* Activity *
Check each line of the listing below for the string "getContext", then copy every line that has it.

Segment Start: Data provided

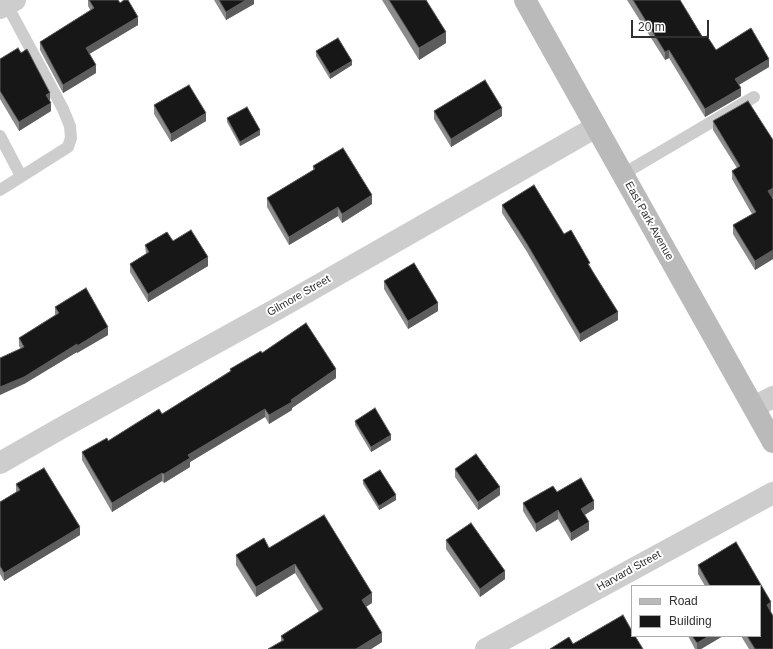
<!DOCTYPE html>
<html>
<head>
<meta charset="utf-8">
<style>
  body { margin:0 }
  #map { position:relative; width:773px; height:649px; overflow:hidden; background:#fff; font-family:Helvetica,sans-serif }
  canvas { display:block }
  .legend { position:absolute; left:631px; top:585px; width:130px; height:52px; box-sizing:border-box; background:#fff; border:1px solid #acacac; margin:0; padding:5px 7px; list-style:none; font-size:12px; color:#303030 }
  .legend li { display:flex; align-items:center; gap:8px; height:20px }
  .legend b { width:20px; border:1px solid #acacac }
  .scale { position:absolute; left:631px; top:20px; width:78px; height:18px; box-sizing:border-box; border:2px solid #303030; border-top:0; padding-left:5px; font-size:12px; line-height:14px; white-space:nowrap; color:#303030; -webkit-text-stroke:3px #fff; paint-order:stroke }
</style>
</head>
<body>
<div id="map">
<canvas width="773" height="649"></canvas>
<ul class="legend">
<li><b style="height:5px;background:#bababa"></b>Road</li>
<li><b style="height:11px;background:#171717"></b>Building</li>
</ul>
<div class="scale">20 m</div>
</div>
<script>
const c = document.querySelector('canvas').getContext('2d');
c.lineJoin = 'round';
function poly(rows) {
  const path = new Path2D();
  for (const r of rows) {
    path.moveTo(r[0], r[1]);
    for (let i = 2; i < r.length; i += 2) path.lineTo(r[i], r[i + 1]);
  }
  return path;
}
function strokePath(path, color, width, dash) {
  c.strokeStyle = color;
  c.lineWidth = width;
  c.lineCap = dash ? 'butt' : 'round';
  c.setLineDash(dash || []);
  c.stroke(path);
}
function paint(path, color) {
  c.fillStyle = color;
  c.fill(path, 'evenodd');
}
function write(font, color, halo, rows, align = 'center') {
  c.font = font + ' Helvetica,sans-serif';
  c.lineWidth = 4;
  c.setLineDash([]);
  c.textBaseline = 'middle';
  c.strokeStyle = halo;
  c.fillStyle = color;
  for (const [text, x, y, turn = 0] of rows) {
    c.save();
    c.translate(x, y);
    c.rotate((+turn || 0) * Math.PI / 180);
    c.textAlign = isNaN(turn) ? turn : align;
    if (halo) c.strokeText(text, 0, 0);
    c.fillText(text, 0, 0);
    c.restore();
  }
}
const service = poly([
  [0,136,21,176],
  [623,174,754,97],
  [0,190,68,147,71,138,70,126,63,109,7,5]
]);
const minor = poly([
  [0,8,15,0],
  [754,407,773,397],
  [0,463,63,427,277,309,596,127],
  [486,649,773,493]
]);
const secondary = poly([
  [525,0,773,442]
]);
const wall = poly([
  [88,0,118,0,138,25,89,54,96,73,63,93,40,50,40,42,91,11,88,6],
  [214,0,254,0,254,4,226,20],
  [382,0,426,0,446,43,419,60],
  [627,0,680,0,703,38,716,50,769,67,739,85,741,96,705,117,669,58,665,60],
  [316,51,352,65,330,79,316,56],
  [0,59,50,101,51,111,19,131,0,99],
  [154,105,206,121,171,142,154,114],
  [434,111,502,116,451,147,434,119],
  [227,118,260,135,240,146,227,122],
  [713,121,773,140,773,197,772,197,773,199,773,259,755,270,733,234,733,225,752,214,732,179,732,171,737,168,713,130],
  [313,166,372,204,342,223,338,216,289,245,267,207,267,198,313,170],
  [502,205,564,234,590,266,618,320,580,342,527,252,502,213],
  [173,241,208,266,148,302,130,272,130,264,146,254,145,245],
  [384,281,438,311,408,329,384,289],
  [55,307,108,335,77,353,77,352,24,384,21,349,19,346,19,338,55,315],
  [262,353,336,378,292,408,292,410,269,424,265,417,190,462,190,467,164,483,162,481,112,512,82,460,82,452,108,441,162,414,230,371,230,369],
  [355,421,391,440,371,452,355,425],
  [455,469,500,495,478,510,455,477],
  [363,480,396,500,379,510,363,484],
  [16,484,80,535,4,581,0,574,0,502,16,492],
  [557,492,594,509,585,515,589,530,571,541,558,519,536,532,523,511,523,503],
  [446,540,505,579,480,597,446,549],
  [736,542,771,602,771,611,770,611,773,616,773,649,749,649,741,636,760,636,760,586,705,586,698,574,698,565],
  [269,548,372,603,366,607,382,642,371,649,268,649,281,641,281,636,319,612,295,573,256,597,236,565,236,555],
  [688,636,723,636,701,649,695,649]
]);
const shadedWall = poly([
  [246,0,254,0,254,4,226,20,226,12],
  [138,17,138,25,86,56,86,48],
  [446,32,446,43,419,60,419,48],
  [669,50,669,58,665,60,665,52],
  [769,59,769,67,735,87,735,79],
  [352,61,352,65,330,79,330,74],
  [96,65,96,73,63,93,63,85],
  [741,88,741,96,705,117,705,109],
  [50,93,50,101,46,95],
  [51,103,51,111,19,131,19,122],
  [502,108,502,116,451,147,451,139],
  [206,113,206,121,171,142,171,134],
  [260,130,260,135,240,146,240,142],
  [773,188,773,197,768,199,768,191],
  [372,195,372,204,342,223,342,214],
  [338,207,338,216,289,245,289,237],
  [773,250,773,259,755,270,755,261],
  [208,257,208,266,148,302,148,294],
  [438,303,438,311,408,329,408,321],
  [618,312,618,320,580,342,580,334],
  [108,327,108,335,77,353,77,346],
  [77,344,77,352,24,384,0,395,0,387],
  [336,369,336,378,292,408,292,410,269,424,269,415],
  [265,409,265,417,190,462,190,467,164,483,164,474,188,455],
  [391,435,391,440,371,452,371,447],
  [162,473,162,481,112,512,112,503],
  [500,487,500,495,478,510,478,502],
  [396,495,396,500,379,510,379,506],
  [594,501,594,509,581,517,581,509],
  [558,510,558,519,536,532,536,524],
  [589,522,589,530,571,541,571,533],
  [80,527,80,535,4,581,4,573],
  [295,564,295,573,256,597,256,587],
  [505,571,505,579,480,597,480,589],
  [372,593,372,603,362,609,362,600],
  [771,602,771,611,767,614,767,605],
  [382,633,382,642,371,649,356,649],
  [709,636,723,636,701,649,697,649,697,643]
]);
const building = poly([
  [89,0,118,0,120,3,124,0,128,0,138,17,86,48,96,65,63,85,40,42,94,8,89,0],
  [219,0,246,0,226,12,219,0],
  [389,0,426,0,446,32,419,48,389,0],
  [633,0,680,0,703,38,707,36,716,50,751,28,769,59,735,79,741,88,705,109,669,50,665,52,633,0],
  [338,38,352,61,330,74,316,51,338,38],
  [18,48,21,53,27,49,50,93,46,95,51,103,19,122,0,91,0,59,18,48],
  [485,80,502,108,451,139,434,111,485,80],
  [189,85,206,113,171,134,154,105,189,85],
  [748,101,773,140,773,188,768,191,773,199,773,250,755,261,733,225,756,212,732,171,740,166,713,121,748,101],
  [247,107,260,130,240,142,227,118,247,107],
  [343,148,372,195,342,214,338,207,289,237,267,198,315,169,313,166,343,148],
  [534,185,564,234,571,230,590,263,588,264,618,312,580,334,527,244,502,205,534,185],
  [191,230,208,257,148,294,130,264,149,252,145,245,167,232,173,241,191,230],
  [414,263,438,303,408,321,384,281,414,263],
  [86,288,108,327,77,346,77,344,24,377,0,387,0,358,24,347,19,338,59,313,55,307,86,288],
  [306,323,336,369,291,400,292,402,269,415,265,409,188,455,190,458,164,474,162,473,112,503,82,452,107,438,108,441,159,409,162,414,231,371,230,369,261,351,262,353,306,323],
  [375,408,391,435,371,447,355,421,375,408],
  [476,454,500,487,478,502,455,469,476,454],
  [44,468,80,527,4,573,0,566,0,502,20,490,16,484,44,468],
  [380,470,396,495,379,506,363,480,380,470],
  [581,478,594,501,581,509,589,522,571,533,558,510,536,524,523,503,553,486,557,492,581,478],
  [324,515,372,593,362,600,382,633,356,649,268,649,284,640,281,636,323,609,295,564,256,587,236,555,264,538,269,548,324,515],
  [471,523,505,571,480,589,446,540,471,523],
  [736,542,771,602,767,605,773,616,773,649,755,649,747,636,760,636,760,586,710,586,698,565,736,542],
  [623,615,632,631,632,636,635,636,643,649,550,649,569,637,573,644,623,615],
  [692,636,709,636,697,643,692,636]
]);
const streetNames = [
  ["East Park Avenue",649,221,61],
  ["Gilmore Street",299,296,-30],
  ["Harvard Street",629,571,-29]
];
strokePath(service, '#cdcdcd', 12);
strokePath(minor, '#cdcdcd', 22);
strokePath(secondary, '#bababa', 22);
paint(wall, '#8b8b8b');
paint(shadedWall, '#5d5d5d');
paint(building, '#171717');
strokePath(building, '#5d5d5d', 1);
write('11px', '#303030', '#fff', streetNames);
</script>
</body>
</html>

Segment End: Data provided
Segment Start: Data provided

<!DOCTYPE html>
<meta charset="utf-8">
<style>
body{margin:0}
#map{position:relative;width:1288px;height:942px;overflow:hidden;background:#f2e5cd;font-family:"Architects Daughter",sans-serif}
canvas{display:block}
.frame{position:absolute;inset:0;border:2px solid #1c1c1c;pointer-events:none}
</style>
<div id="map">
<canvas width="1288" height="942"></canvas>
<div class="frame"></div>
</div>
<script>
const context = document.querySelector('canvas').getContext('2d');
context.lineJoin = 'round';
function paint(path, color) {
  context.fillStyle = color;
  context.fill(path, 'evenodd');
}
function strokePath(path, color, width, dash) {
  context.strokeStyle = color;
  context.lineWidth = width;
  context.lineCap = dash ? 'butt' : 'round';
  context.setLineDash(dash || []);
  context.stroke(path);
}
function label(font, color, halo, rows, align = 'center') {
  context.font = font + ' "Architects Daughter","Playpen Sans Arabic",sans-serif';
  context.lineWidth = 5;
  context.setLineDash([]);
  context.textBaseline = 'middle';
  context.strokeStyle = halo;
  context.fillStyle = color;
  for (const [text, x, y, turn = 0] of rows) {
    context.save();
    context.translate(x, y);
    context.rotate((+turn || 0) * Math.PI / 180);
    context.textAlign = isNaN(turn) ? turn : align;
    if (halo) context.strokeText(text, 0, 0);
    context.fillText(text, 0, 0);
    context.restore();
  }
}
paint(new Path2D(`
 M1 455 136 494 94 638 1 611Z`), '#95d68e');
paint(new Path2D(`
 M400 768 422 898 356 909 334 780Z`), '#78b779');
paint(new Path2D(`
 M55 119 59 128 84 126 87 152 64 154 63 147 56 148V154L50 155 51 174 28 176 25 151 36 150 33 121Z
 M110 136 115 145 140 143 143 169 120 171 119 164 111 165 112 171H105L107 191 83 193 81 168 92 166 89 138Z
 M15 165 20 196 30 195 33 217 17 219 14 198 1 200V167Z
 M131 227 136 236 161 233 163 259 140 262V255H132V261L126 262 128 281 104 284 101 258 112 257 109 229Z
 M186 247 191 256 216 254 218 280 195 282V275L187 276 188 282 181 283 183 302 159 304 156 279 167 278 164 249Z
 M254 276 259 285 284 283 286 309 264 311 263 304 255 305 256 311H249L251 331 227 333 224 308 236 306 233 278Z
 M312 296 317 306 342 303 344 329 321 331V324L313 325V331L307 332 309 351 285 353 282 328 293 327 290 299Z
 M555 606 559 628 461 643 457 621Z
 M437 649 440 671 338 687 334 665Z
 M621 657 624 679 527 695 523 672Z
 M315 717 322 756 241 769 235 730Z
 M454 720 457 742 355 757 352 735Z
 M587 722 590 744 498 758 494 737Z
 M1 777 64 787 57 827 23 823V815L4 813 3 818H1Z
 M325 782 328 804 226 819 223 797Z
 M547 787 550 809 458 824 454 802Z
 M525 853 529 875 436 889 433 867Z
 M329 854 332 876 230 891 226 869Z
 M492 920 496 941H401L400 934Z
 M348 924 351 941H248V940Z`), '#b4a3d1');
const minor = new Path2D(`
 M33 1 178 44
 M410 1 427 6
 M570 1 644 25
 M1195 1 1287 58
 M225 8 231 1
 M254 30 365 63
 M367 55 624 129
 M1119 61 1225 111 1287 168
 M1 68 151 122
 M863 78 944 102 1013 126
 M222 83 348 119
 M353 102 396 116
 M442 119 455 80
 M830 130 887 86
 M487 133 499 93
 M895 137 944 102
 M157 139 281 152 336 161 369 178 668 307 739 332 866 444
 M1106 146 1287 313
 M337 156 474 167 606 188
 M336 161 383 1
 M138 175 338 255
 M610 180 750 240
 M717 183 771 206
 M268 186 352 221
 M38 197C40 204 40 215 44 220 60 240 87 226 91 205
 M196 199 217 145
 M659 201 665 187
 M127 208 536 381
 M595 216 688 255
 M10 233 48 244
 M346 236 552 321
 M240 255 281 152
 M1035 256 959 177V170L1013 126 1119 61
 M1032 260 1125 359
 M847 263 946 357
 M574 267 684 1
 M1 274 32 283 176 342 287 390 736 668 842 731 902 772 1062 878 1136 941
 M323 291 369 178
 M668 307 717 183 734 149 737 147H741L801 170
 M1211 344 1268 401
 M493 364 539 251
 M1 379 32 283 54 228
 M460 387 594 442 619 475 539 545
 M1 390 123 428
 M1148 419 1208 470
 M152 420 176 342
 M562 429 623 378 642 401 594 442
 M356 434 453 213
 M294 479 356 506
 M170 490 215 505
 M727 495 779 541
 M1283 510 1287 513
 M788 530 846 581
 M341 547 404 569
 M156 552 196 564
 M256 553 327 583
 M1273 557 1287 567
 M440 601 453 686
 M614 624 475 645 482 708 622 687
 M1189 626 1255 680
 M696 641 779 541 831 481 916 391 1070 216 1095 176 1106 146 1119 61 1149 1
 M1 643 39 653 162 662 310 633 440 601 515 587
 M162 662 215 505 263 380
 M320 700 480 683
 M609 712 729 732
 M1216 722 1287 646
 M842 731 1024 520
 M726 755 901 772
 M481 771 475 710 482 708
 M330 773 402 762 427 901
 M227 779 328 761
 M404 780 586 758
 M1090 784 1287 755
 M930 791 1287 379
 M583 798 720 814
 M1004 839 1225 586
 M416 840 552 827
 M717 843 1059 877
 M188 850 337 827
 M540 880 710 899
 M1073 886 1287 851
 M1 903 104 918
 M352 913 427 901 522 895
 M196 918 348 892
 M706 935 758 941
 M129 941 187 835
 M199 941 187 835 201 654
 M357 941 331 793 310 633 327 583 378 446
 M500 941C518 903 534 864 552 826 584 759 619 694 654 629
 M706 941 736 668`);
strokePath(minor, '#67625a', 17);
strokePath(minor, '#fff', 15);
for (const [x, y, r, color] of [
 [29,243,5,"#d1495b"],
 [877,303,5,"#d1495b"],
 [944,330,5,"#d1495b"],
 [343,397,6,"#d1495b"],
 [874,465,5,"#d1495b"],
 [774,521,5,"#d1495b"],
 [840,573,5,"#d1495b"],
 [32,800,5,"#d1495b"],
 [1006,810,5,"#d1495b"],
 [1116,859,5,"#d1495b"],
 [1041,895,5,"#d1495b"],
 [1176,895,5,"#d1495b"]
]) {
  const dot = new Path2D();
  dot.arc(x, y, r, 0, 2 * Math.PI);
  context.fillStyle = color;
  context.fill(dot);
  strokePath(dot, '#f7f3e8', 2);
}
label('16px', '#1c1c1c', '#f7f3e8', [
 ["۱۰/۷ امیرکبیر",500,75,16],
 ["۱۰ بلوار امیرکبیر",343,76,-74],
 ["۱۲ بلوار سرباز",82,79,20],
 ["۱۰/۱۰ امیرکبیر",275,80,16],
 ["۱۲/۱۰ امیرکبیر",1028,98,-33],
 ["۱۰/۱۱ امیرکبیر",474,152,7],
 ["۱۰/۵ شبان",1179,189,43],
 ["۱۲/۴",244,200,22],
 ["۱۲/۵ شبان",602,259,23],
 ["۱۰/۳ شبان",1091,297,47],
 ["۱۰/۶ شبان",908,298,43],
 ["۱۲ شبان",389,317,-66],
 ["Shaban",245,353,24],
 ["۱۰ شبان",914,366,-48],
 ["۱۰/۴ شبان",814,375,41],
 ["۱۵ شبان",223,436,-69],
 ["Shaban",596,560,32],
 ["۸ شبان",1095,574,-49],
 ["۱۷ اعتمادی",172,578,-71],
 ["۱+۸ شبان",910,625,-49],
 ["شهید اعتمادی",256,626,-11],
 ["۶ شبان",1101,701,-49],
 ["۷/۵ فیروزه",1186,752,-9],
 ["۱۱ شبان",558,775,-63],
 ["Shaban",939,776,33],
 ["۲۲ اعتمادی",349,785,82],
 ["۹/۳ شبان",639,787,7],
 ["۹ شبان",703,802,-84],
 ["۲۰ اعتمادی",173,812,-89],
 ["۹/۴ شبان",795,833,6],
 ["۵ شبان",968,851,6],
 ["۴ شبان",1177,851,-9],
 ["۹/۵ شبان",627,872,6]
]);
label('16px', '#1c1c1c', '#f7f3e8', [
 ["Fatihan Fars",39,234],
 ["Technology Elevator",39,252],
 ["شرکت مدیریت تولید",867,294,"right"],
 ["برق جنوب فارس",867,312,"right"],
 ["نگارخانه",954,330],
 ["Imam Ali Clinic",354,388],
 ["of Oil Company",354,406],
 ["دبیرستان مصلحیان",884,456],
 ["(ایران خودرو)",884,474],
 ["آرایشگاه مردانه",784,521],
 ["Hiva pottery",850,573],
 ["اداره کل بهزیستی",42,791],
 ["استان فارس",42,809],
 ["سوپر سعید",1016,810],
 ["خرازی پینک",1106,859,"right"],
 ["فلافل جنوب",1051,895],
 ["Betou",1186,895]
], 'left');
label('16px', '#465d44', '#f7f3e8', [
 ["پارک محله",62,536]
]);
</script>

Segment End: Data provided

* Response *
const c = document.querySelector('canvas').getContext('2d');
const context = document.querySelector('canvas').getContext('2d');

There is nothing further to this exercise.